Matter Chatter

Seeing Red on Boston’s Red Line: Social Media PR Combats Proposition 8




I rode the Red Line into our Boston office yesterday morning and was greeted as usual with the glow of smart phones in the hands of commuters. The difference this time was the repeated flicker of red squares skimming past on people’s Facebook, Instagram, and Twitter feeds. I pulled out my own phone to check up on the club I hadn’t been invited to.

 As a strong supporter of equal marriage, it turns out I was already in the club – I just hadn’t donned the badge to reflect it on social media.
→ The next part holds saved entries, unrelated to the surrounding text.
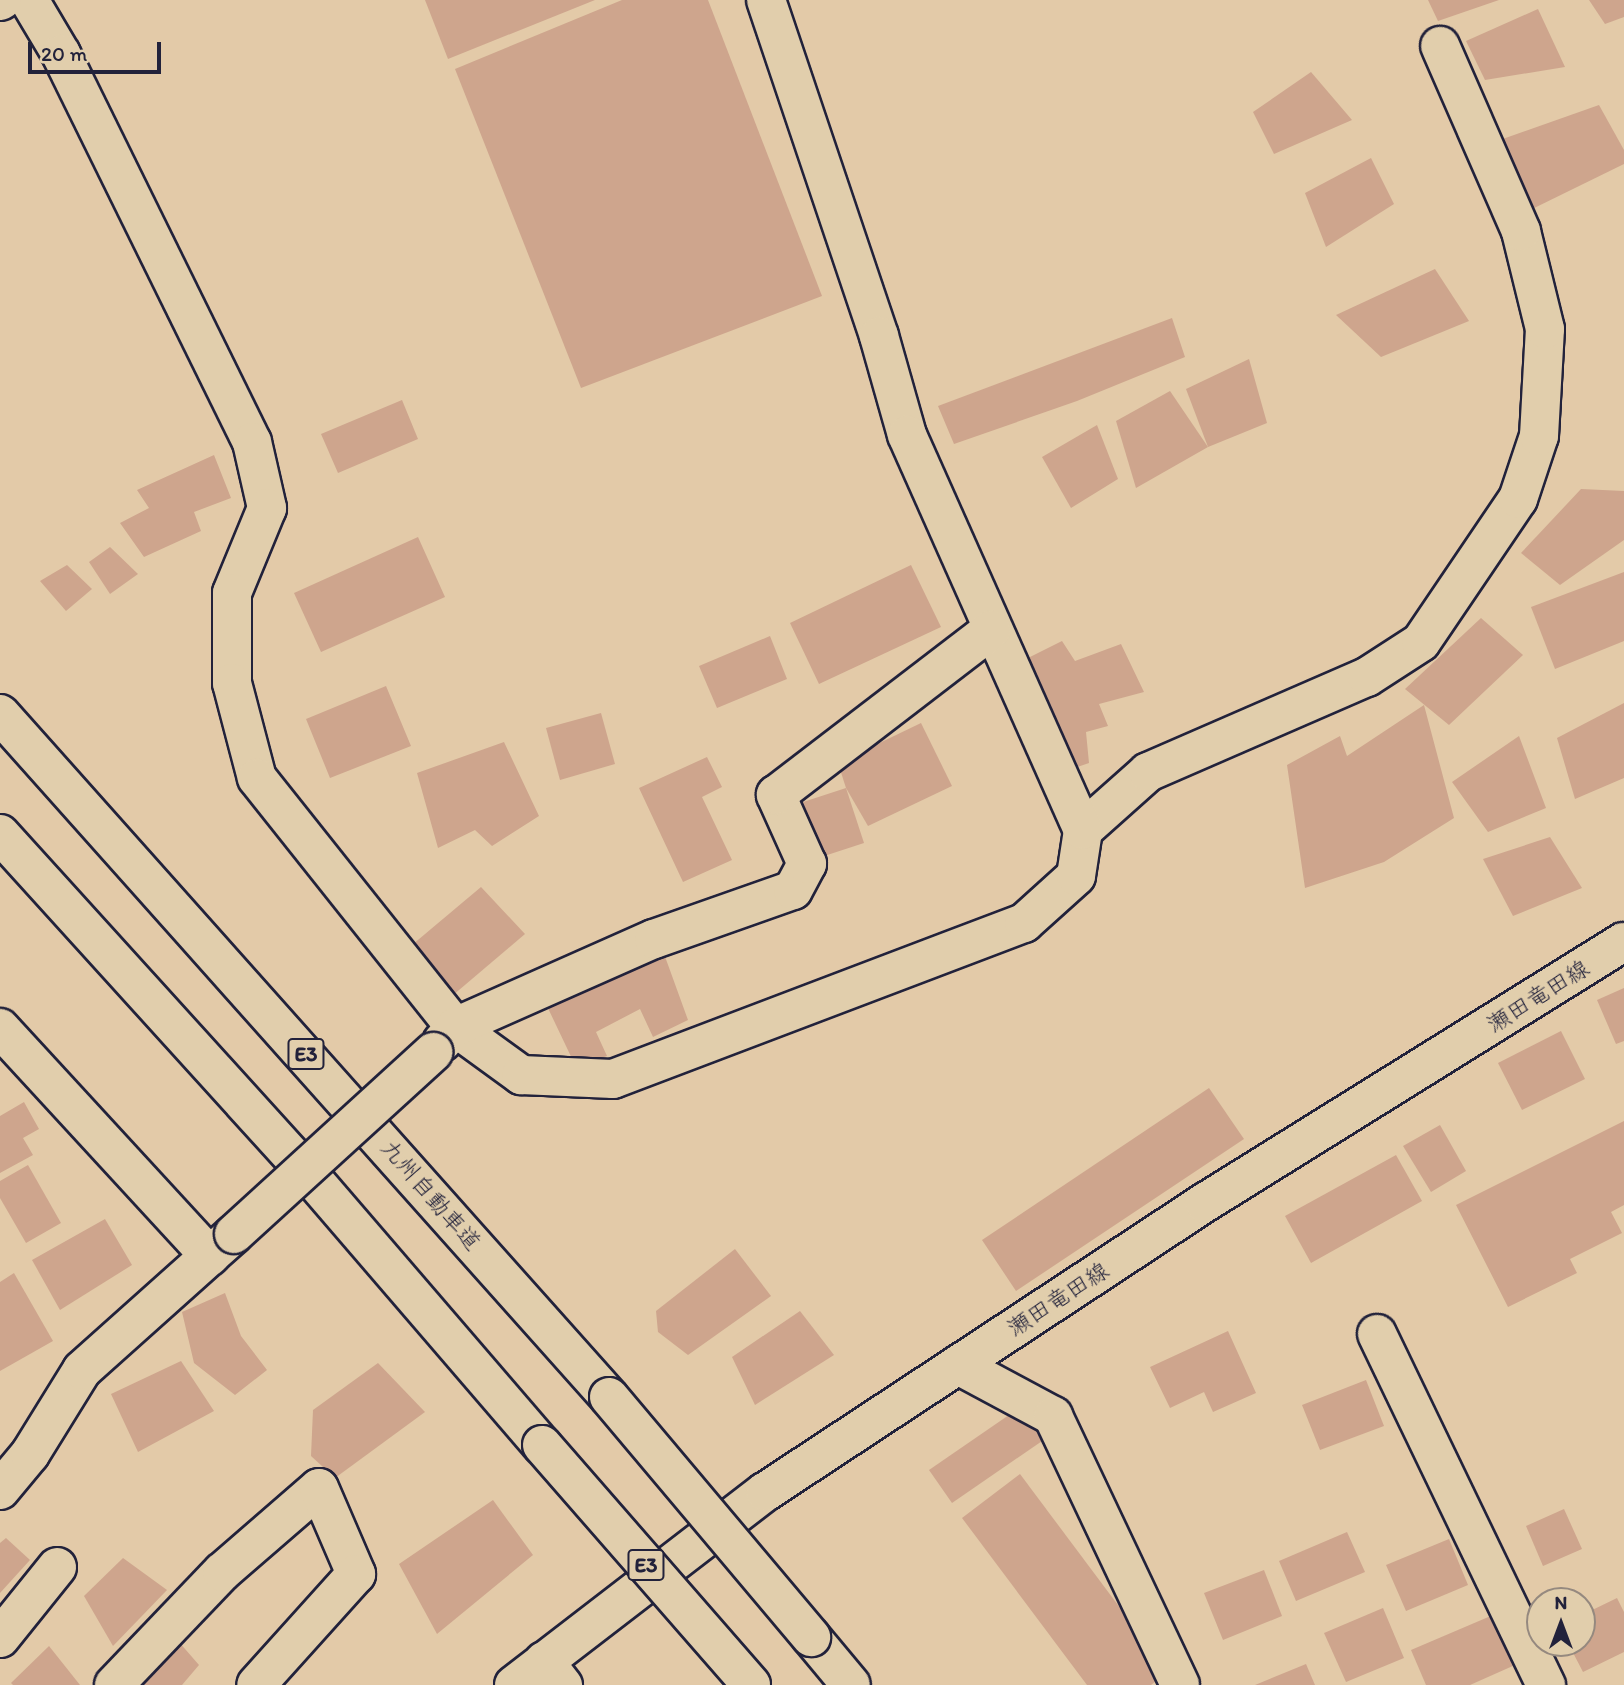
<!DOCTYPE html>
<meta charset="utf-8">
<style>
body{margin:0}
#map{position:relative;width:1624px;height:1685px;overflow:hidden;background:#e3caa8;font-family:Itim,"Klee One",sans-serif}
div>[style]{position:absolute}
.building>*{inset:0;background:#cea58d}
.roads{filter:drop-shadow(2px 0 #22223b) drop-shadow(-2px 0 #22223b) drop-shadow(0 2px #22223b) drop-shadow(0 -2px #22223b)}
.minor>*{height:38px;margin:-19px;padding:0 19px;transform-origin:19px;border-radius:19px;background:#e1ceac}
.major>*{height:38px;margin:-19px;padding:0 19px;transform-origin:19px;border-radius:19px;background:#e1ceac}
.highway>*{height:38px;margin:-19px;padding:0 19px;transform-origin:19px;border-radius:19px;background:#e1ceac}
.bridges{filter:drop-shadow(2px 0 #22223b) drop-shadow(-2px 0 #22223b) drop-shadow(0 2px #22223b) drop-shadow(0 -2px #22223b)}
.minor-bridge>*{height:38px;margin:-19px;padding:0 19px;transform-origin:19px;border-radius:19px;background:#e1ceac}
.highway-bridge>*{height:38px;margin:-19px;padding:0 19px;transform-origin:19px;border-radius:19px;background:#e1ceac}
span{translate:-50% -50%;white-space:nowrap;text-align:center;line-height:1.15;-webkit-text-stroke:5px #e1ceac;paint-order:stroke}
.shield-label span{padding:2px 5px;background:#e1ceac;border:2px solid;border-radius:5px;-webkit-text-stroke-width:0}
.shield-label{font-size:21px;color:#22223b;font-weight:700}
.street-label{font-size:23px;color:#22223b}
.north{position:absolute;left:1526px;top:1587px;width:70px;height:70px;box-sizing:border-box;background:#e1ceac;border:2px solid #95897f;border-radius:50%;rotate:0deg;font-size:19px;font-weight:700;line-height:28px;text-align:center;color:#22223b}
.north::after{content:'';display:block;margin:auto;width:24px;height:32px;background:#22223b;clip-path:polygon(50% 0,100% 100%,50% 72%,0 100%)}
.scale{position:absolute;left:28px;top:42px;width:133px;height:32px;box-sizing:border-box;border:4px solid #22223b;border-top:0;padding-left:9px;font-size:21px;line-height:24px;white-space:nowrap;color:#22223b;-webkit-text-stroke:5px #e1ceac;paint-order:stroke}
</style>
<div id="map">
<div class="building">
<i style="clip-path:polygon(425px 0,595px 0,448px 59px)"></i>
<i style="clip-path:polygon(622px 0,708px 0,822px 296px,581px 388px,455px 69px)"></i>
<i style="clip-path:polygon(1428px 0,1499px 0,1438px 21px)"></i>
<i style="clip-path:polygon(1589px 0,1624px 0,1624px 17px,1605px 24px)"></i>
<i style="clip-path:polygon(1538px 9px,1565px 67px,1485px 80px,1466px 41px)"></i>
<i style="clip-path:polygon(1311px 72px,1352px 120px,1274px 154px,1253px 112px)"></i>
<i style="clip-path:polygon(1599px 105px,1624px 150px,1624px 164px,1522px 214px,1497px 141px)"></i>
<i style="clip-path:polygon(1371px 158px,1394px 204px,1326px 247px,1305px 193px)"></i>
<i style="clip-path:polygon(1435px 269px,1469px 321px,1381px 357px,1336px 315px)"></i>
<i style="clip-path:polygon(1172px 318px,1185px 357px,1077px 401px,954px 444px,938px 406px)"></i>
<i style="clip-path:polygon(1249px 359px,1267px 423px,1208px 447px,1186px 389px)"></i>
<i style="clip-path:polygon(1170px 391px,1208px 447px,1136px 488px,1116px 421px)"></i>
<i style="clip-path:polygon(402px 400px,418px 439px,338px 473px,321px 434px)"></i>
<i style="clip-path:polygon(1097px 425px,1118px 479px,1071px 508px,1042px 457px)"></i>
<i style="clip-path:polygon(214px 455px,231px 498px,194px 512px,201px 531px,144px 557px,120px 523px,149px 508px,137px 490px)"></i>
<i style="clip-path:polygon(1581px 489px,1624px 491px,1624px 540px,1560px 585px,1521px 553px)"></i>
<i style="clip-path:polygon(418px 537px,445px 597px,321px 652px,294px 593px)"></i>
<i style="clip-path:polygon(110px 547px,138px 574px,110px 594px,89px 562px)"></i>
<i style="clip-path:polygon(67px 565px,92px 589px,66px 611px,40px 581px)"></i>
<i style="clip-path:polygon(911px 565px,941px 627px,819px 684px,790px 623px)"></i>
<i style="clip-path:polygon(1624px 572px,1624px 641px,1555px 669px,1531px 607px)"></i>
<i style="clip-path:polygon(1481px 618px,1523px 655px,1449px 725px,1405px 689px)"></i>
<i style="clip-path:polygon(770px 636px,787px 679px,717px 708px,699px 666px)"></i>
<i style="clip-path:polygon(1062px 641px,1075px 661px,1121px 644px,1144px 692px,1099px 704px,1108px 726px,1086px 732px,1089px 763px,1057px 774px,1026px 659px)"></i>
<i style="clip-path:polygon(386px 686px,411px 746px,330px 778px,306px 719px)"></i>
<i style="clip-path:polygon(1624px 703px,1624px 778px,1575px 799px,1557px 738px)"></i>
<i style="clip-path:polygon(1424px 705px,1454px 818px,1384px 862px,1305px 888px,1287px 765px,1340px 736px,1347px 756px)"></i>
<i style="clip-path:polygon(601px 713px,615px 764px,560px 780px,546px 728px)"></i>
<i style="clip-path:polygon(921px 723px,952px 786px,868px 826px,846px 788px,838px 763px)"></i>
<i style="clip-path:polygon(1519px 736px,1546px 808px,1488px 832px,1452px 782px)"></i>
<i style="clip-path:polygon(504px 742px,539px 816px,492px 846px,475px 830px,438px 848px,417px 773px)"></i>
<i style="clip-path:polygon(707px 757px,722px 787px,702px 797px,732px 860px,683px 882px,639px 788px)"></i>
<i style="clip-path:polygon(846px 788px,864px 843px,815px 859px,797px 804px)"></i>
<i style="clip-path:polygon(1550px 837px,1582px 888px,1513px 916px,1483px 859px)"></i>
<i style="clip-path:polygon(481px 887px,525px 934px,439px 1007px,406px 950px)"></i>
<i style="clip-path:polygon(663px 951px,688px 1020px,653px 1037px,640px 1009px,596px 1032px,607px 1056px,576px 1067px,546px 1004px)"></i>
<i style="clip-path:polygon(1624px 988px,1624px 1041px,1616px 1044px,1597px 1000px)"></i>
<i style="clip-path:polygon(1561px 1031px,1585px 1079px,1522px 1110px,1498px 1063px)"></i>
<i style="clip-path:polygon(1209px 1088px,1244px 1139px,1016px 1291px,982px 1240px)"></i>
<i style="clip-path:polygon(24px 1102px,39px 1129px,23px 1138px,33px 1155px,0 1173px,0 1116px)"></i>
<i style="clip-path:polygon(1624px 1121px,1624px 1205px,1611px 1212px,1622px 1233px,1570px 1259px,1577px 1273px,1508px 1307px,1456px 1205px)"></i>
<i style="clip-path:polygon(1440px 1125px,1466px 1171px,1431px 1192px,1403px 1146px)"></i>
<i style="clip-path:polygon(1396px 1155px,1422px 1201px,1311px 1263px,1285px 1216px)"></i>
<i style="clip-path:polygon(28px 1165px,61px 1223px,26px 1243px,0 1198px,0 1181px)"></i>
<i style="clip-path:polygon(105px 1219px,132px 1265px,60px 1310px,32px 1260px)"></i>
<i style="clip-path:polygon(735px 1249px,771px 1296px,688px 1355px,658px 1332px,656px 1311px)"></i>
<i style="clip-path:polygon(14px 1273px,53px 1341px,0 1371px,0 1282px)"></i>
<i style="clip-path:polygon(225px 1293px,241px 1336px,267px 1370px,235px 1395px,194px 1363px,182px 1312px)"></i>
<i style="clip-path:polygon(800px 1311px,834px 1355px,755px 1405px,732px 1357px)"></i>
<i style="clip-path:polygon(1228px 1331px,1256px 1393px,1213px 1412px,1204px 1392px,1170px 1408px,1150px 1367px)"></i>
<i style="clip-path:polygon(181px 1361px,214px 1411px,138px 1452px,111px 1394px)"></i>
<i style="clip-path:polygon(378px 1363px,425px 1412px,335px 1478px,311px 1456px,313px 1410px)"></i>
<i style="clip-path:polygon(1366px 1380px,1384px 1426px,1320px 1450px,1302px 1405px)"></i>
<i style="clip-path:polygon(1022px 1406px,1045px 1439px,952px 1503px,929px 1470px)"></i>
<i style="clip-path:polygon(1020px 1474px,1168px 1672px,1151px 1685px,1087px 1685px,962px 1518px)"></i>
<i style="clip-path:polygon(493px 1500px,533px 1555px,437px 1634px,399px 1564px)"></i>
<i style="clip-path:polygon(1564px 1509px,1582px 1549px,1543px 1566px,1526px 1526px)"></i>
<i style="clip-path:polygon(1347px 1532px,1365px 1572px,1296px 1601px,1279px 1561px)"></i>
<i style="clip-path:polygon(6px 1538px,30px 1560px,0 1593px,0 1543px)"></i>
<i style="clip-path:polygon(1449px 1539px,1468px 1585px,1406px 1611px,1386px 1565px)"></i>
<i style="clip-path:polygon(123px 1558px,167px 1590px,113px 1646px,84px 1596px)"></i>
<i style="clip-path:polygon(1264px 1570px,1282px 1616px,1223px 1640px,1204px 1593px)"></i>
<i style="clip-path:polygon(1617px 1598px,1624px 1612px,1624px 1652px,1583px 1672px,1568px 1643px,1582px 1643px,1582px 1615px)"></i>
<i style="clip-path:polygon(1383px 1608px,1404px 1658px,1346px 1682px,1324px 1633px)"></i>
<i style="clip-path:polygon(1493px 1615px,1515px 1665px,1470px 1685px,1426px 1685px,1411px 1650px)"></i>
<i style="clip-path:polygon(172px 1634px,199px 1665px,182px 1685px,129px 1685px)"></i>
<i style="clip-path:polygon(49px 1646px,80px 1685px,13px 1685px,11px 1683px)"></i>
<i style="clip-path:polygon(1306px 1664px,1315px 1685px,1255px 1685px)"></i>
</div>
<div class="roads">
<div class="minor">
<i style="left:29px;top:0;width:63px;rotate:59.3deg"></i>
<i style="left:61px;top:54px;width:432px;rotate:63.8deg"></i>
<i style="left:252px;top:442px;width:68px;rotate:77.2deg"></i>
<i style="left:267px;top:508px;width:92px;rotate:112.4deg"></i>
<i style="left:232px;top:593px;width:90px;rotate:90deg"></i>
<i style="left:232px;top:683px;width:98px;rotate:75.3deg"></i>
<i style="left:257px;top:778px;width:318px;rotate:51.5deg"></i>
<i style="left:455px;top:1027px;width:82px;rotate:36deg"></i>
<i style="left:521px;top:1075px;width:92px;rotate:2.5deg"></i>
<i style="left:613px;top:1079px;width:440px;rotate:-20.8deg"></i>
<i style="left:1024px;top:923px;width:70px;rotate:-42.1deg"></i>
<i style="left:1076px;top:876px;width:47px;rotate:-81.3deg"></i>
<i style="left:1083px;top:830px;width:87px;rotate:-41.7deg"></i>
<i style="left:1148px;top:772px;width:239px;rotate:-23.5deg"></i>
<i style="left:1367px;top:677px;width:64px;rotate:-32.9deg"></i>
<i style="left:1421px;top:642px;width:173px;rotate:-55.9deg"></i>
<i style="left:1518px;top:499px;width:66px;rotate:-71.6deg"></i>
<i style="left:1539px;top:436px;width:107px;rotate:-86.8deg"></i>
<i style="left:1545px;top:329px;width:101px;rotate:-103.8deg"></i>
<i style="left:1521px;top:231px;width:202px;rotate:-113.6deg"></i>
<i style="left:766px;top:0;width:354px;rotate:71.4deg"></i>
<i style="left:879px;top:336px;width:103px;rotate:74.2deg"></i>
<i style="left:907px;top:435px;width:432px;rotate:66deg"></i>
<i style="left:0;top:1028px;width:310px;rotate:47.4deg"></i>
<i style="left:442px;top:1042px;width:20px;rotate:-49deg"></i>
<i style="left:455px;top:1027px;width:218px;rotate:-23.9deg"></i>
<i style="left:654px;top:939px;width:147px;rotate:-19.4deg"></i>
<i style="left:793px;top:890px;width:30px;rotate:-62deg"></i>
<i style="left:807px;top:864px;width:76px;rotate:-114.2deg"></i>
<i style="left:776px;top:795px;width:271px;rotate:-37.5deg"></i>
<i style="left:1377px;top:1334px;width:390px;rotate:64.3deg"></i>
<i style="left:958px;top:1365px;width:108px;rotate:28.2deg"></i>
<i style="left:1053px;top:1416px;width:297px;rotate:64.7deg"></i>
<i style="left:0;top:1490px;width:47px;rotate:-50.2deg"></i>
<i style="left:30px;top:1454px;width:99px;rotate:-58.2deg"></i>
<i style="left:82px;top:1370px;width:204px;rotate:-41.8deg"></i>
<i style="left:0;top:1638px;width:91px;rotate:-51.2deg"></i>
<i style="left:544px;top:1661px;width:31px;rotate:52deg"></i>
<i style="left:114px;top:1685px;width:156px;rotate:-46.3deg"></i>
<i style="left:222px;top:1572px;width:128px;rotate:-40.9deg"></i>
<i style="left:319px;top:1488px;width:94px;rotate:66.7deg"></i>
<i style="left:356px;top:1574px;width:149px;rotate:132deg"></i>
</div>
<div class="major">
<i style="left:0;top:1px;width:2px;rotate:-27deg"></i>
<i style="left:514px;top:1685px;width:317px;rotate:-37.6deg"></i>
<i style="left:765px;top:1492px;width:526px;rotate:-33.36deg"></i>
<i style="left:1204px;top:1203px;width:494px;rotate:-31.9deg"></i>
</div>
<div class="highway">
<i style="left:0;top:714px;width:915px;rotate:48.28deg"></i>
<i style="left:0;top:834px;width:455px;rotate:47.8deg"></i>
<i style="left:306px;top:1171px;width:362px;rotate:49.3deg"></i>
<i style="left:811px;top:1637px;width:62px;rotate:50.2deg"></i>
</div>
</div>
<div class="bridges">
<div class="minor-bridge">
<i style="left:234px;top:1234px;width:270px;rotate:-42.4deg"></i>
</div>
<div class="highway-bridge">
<i style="left:609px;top:1397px;width:314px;rotate:49.9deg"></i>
<i style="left:542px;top:1445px;width:318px;rotate:48.9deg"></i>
</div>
</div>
<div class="shield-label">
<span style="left:306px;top:1054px">E3</span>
<span style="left:646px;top:1565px">E3</span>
</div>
<div class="street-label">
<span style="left:1538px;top:996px;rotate:-32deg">瀬田竜田線</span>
<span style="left:431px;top:1195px;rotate:49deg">九州自動車道</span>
<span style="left:1058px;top:1299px;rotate:-33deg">瀬田竜田線</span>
</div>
<div class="north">N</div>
<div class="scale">20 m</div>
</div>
Though I already have an idea where most of my friends stand on the issue regardless of their profile picture, seeing the flood of new defaults served as an in-your-face, all-day reminder about this critical “moment in time” concerning Proposition 8. Though the repetition of red may have caused you to get a bit dizzy by day’s end, the display is something that I deem great PR for the cause of equal marriage.

What commanded more attention on your news feed – the red badges or the standard profile pictures?

Was your feed dramatically red-heavy in general? Mine was. To me, that seems to shout that the mindset of my social network was largely in favor of equal marriage.

Who got more media attention today from TIME, ABC, MSNBC, Mashable (etc., etc.)? Surely it was the people who chose to change their pictures over those who did not, illustrating for all that there’s a hellavalot of people supporting same-sex marriage in this country, be it grounded in generational opinion or a changing mindset overall.

The Human Rights Campaign got some great PR today. Their creative take on the organization’s usual logo had much of the country seeing red, turning the attention of supporters and non-supporters alike to an important issue in this country’s history. It also landed the organization in the headlines of major, respected news harbingers across the nation – not because of the controversy they stirred up, but for the positive response they received by millions.